I’d like a little less opulence and exclusivity. Every time new houses are built they are grander than the group that preceded them. What we would have called starter homes in the naiveté of our twenties, are now being razed to make way for other million dollar plus homes, and we already have enough of those. In fact, it’s almost impossible to buy a new single family home in the inner circle (beltway) for less than a million in Virginia.

That doesn’t leave a lot of prospect for young families and those who have lesser incomes, and it probably means that we have a large proportion of two-income households. Many people move further out, even way out. We have lived in our house for about 30 years, and it’s relatively modest by Beltway standards. In fact when we moved here there was still a farm “across the way”, a number of people who had land enough for horses, and even a 30-acre orchard down the road. All of those places are now covered by houses. The county further west of ours used to be largely farm country — now it’s full of homes and people, new schools, shopping centers, and jobs, no doubt one of the fast growing counties in the state. And this expansion extends in all directions out from the hub of the Capitol.

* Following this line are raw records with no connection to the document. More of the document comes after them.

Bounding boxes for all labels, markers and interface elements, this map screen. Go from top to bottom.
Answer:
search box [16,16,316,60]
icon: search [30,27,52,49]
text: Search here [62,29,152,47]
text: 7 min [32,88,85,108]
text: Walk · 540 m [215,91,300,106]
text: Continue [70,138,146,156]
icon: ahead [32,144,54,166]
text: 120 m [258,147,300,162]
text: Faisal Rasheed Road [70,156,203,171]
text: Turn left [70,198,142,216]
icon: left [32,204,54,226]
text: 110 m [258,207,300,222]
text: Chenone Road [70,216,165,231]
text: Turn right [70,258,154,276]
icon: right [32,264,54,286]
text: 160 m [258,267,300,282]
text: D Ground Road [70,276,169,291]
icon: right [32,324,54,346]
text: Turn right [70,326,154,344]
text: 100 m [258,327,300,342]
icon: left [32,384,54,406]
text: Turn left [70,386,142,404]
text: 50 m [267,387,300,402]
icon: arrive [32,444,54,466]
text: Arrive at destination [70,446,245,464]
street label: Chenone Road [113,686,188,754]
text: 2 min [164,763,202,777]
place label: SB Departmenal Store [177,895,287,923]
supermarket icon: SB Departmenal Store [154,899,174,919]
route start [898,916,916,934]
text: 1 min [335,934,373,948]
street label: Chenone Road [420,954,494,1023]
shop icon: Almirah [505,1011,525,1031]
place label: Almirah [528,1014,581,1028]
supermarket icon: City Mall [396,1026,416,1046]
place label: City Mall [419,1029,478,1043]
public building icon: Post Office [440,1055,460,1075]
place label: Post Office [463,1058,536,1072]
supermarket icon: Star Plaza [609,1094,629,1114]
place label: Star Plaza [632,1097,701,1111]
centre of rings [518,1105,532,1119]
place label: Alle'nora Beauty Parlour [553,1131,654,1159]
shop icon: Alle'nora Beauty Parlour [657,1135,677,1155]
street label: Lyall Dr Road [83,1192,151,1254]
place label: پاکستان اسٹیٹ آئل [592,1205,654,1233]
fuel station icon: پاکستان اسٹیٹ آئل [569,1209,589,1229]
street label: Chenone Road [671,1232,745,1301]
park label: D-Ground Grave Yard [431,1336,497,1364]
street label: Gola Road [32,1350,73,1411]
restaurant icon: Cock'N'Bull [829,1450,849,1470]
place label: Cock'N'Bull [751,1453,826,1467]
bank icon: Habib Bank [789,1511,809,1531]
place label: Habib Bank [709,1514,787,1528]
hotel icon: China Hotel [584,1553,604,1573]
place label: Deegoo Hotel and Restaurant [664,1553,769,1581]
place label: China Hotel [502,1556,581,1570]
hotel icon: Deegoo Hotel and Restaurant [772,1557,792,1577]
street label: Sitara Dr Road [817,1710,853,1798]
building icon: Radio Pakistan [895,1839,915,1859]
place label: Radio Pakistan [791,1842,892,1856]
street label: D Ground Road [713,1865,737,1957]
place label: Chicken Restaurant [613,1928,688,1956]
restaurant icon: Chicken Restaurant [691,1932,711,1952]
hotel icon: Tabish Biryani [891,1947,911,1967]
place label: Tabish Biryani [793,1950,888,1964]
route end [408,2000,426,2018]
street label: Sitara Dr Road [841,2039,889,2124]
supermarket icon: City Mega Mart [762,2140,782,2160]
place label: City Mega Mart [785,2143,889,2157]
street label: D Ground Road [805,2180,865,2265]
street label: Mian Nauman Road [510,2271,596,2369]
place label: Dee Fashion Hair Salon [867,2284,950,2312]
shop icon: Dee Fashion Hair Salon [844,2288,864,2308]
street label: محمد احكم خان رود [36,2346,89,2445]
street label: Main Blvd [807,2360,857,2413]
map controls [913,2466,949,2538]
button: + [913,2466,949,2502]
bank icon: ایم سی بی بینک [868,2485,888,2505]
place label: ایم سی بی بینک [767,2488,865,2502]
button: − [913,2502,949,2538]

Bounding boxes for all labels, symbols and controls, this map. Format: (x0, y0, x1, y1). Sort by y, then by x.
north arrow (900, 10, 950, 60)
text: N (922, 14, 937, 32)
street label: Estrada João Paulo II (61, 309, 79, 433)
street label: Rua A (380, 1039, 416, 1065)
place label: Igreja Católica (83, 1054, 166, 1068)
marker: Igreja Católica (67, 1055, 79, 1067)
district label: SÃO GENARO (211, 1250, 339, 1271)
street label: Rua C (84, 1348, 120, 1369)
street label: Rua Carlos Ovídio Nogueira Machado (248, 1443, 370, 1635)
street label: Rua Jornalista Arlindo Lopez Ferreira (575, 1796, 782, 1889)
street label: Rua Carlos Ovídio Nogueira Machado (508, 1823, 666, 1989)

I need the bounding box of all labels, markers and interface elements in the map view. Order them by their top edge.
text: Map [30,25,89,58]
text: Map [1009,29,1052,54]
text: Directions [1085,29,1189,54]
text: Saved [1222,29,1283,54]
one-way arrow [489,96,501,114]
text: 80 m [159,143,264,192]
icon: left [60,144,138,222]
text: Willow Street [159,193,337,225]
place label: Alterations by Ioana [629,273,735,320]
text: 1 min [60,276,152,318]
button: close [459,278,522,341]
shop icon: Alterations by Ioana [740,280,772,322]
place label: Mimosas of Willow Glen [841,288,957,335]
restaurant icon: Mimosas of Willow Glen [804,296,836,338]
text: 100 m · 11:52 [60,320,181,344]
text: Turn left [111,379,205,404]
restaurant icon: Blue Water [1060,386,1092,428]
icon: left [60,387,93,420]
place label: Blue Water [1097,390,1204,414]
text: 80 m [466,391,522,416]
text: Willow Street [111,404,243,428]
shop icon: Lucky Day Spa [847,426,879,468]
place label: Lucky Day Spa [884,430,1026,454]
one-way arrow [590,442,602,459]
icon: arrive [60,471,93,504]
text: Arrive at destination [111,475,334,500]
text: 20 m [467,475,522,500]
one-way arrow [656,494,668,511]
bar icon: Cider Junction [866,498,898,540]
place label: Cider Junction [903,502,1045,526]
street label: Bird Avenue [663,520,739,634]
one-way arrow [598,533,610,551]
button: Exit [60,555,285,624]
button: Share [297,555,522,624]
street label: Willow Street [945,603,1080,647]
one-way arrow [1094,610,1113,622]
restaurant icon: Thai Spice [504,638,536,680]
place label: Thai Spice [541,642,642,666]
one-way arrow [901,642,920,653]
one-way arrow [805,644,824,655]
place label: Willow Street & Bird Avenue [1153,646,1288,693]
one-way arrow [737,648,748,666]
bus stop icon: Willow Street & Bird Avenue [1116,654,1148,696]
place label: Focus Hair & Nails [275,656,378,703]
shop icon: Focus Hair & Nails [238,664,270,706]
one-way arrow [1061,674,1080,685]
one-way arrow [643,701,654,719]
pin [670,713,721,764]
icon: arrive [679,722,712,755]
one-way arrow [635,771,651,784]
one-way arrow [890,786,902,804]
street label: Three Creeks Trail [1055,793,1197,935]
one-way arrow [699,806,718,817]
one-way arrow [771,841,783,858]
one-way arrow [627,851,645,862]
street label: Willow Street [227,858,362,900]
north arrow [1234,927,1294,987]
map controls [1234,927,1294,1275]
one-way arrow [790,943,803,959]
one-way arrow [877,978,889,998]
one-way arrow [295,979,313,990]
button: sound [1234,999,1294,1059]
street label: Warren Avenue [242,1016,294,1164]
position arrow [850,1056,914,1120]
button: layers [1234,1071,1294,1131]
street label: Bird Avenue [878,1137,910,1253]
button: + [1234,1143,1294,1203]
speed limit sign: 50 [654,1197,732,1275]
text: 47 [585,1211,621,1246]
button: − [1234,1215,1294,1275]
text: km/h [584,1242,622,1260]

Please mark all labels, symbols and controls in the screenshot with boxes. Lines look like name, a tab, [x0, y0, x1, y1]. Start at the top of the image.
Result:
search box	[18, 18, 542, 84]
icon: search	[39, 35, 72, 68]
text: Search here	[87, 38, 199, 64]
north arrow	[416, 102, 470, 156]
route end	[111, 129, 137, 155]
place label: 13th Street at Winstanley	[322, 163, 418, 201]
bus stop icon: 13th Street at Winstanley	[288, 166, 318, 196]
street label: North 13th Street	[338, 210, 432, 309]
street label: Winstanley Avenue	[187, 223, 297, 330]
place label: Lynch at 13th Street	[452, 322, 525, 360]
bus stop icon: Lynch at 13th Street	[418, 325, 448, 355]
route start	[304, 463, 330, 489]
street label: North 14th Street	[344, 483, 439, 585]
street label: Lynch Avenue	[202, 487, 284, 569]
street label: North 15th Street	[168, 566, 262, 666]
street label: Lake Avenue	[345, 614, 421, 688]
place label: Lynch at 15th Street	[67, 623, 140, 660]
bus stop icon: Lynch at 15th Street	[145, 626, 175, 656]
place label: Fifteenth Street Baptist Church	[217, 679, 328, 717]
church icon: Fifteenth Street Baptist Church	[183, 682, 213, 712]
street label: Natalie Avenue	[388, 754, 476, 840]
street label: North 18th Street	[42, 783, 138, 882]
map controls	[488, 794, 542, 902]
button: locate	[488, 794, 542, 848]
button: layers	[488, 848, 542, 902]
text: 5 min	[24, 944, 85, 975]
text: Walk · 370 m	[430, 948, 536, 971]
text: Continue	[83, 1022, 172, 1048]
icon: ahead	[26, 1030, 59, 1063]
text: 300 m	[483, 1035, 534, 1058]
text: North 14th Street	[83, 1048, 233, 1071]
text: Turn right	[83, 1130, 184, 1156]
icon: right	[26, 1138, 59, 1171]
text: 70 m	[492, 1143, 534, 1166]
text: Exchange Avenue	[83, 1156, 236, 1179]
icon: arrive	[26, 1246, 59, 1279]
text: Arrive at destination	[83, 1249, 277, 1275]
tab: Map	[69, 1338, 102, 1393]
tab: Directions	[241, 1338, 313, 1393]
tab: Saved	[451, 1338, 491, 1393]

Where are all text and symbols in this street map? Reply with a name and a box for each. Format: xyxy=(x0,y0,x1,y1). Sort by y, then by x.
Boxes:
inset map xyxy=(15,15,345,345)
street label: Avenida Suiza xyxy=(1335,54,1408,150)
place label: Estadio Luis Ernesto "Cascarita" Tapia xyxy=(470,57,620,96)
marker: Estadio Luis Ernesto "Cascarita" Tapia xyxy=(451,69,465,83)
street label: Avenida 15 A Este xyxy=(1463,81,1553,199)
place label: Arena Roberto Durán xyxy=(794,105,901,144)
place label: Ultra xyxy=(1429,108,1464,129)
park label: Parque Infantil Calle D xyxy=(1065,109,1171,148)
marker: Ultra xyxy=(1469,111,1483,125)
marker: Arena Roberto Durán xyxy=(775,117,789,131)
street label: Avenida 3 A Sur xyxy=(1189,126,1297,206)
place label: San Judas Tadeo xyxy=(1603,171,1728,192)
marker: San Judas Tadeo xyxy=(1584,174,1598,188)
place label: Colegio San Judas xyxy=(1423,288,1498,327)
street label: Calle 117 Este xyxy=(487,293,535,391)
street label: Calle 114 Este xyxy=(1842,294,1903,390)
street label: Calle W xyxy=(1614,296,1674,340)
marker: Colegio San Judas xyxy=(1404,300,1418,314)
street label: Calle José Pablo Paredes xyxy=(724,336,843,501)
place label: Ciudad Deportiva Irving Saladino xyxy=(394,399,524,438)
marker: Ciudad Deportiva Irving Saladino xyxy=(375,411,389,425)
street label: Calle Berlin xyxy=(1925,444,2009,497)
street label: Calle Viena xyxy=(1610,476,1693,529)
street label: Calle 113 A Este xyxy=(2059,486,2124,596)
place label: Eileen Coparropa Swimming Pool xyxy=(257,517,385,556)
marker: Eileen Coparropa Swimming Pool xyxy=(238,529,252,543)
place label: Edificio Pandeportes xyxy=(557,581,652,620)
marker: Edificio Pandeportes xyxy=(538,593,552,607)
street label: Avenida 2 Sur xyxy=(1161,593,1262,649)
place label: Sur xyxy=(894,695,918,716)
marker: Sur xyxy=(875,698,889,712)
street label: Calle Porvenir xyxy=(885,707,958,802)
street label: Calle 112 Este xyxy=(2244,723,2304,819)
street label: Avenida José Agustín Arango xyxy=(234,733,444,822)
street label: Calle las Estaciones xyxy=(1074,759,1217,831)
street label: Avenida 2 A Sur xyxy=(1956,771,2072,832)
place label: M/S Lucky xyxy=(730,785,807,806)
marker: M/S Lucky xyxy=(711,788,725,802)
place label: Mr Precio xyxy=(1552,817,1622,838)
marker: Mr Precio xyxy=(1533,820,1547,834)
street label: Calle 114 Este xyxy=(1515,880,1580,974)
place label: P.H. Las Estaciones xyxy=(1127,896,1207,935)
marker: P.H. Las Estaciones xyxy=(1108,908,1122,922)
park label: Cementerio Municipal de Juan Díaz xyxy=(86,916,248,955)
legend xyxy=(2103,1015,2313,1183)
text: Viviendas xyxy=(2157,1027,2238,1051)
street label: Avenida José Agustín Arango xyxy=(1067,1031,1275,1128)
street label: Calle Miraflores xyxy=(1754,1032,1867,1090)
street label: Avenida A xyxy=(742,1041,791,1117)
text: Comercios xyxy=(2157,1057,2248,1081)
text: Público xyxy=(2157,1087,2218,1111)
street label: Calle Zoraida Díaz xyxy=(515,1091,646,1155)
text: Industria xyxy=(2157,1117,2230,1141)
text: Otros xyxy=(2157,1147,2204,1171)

This makes it very hard for people who are: starting their first job; teaching or working in schools; fighting fires; arresting bad guys; building the new houses; working as administrators, secretaries, and lower level government employees; collecting our trash and recycling; mowing our lawns; cleaning our homes; and many more. Lots of those people live further out, or find rentals in the few areas where there is affordable accommodation.

The area of the greatest diversity is national or ethnic origin. Our schools are filled with children who are learning English as their second language, and while many of these are native Spanish-speakers from several countries, others come from places far and wide on the globe. One sees on a daily basis people of a different color, ethnicity, or religion.

Visitors from other parts of the country tend to love D.C. even if they have to fight the traffic and find their way around busy streets. It is a beautiful city, one of the nicest anywhere. Of course the infusion of money from the federal government helps to keep it that way. But a lot of people from other states must also wonder at the sheer size of the government. There are big, expensive houses everywhere, but the number per capita of them here must be thought-provoking. It is impossible to estimate how many well-paid jobs there are in this area because the federal government is here.

I love to visit my daughter is Richmond, Virginia. It’s a city on a more manageable scale. You can walk a lot more places, there’s an interesting mix of people all around, and housing is diverse both in quality and age, and it’s more affordable to live there. Of course, the lobbyists in the state capital aren’t playing for as high stakes as those in the national capital, and the number of government contractors is far lower, yet there is still a good diversity of jobs, and a large state university, too. It’s a vibrant place and has an “on the way up” feel about it. People who live there love their city — even if not every square inch of it.

In many ways, where I live is just great — we have everything we need and more. It’s been a good place for raising kids, too. Yet I have this notion, especially when we have visited other places or passed through them, that we are not representative of the people who inhabit the greater portion of our country. I often wish life were simpler, less hectic, and more personal.